Astronomers map 219 million stars in the Milky Way
Sen—UK astronomers have built the most detailed catalogue of stars in our Milky Way ever assembled charting the positions of 219 million stars.
The team, led by Geert Barentsen of the University of Hertfordshire, spent ten years working with the powerful Isaac Newton Telescope (INT) on La Palma in the Canary Islands to produce their epic study.
It plots details of stars visible in the northern part of the glowing band in the sky called the Milky Way which is formed due to our edge-on view through our 100,000 light-years wide home galaxy.
With its 2.5-metre wide mirror, the INT was able to capture the faint light and separate, or resolve, the millions of distant stars in the Milky Way. The catalogue charts all star brighter than 20th magnitude, which includes stars one million times fainter than the human eye alone could detect.
By plotting this vast catalogue, the astronomers were able to demonstrate how the density of stars varies across the disk of the Galaxy. Dark lanes or pools which resemble empty space are actually caused by clouds of dust blocking out the light of more distant stars.
The Milky Way stretched over the Isaac Newton Telescope, on La Palma. Image credit: Nik Szymanek
Now the team is offering to freely share its catalogue with astronomers around the world, so that it might produce other interesting findings. It is known as IPHAS DR2 because it is the second release from the survey programme the INT Photometric H-alpha Survey of the Northern Galactic Plane, or IPHAS. A paper about the catalogue is published this week in the journal Monthly Notices of the Royal Astronomical Society.
Sen asked Dr Barentsen how much of a challenge it had been to map so many stars.
He told us: “To achieve our goals, we used the Isaac Newton Telescope for more than 350 nights over a period of ten years. Across these nights, the sensitive detectors of the telescope’s camera provided us with more than 250,000 detailed images of the Milky Way, at a resolution of 8 megapixels each.
“Every image typically contained several thousands of stars, each of which had to be painstakingly measured in order to construct an accurate catalogue. Needless to say, we required a high-performance supercomputer along with purpose-built software to assemble this new atlas.”
We also asked how the astronomers imagined this catalogue being used, and how will it help astronomers to learn more about our Milky Way galaxy.
Barentsen told us: “A unique feature of our survey is the use of a narrow-band filter which captures the brightest hydrogen emission line, H-alpha. If we detect a strong signature of H-alpha emission towards a star, it tells us that the object is likely to be very young or very old, because that is when stars tend to be surrounded by diffuse ionized gas.
“Such pre- or post-main-sequence stars represent relatively short-lived phases of evolution and are hence hard to find amongst the vast majority of “normal” main sequence stars that populate our galaxy. It is necessary to discover more of these young and old objects to develop and test models for these crucial stages in the life of a star.

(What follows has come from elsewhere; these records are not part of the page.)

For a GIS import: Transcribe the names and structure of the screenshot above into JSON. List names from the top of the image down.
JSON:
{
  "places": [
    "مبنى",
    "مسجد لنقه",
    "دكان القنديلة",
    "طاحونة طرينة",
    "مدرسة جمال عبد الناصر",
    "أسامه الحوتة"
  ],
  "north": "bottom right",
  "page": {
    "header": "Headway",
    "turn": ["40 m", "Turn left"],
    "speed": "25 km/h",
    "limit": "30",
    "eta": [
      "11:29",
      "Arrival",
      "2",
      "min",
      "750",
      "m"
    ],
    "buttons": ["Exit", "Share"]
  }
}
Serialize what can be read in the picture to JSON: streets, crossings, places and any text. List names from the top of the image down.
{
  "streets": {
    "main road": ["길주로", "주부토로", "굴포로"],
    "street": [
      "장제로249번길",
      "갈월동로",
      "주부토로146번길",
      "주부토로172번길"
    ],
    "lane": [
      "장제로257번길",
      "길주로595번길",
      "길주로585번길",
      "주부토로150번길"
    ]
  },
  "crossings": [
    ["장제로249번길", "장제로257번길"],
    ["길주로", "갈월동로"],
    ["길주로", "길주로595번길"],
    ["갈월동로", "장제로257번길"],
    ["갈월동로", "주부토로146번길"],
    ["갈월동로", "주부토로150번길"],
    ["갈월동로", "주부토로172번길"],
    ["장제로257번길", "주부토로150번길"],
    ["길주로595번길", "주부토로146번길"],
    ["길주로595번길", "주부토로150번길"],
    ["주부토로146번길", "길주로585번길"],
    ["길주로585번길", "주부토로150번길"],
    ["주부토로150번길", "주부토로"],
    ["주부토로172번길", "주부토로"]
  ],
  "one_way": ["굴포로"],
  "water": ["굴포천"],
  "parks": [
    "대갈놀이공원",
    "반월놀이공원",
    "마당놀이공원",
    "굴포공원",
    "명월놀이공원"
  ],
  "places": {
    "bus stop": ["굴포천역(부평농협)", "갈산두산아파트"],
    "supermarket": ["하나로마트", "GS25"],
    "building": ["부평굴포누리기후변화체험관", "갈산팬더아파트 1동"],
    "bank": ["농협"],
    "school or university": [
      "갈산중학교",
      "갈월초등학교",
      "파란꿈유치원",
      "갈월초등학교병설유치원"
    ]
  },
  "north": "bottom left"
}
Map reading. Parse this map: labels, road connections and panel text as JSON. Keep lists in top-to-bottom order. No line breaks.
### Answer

We have already identified several hundreds of previously unknown objects in the catalogue which are likely to be very young or old, and have started studying them in more detail.”
He added: “It is worth noting that IPHAS complements the work of ESA’s recently launched Gaia mission, focusing on the astrometric problem—how far away stars are, and their space motions—that will start releasing data from 2016.”
Barentsen told us that he looks forward to seeing the ways in which scientists will work with the data his team has assembled. He said: “Whenever large data sets have been released in the past, astronomers have always come up with new and creative methods to use the data in ways which were not originally envisaged by the authors. For this reason, we are excited to share our data with the rest of the world, because it opens the door to new and serendipitous discoveries!”
Barentsen was part of another team, led by Professor Janet Drew, of the University of Hertfordshire, that announced the first detailed 3D map of dust in the Milky Way in June.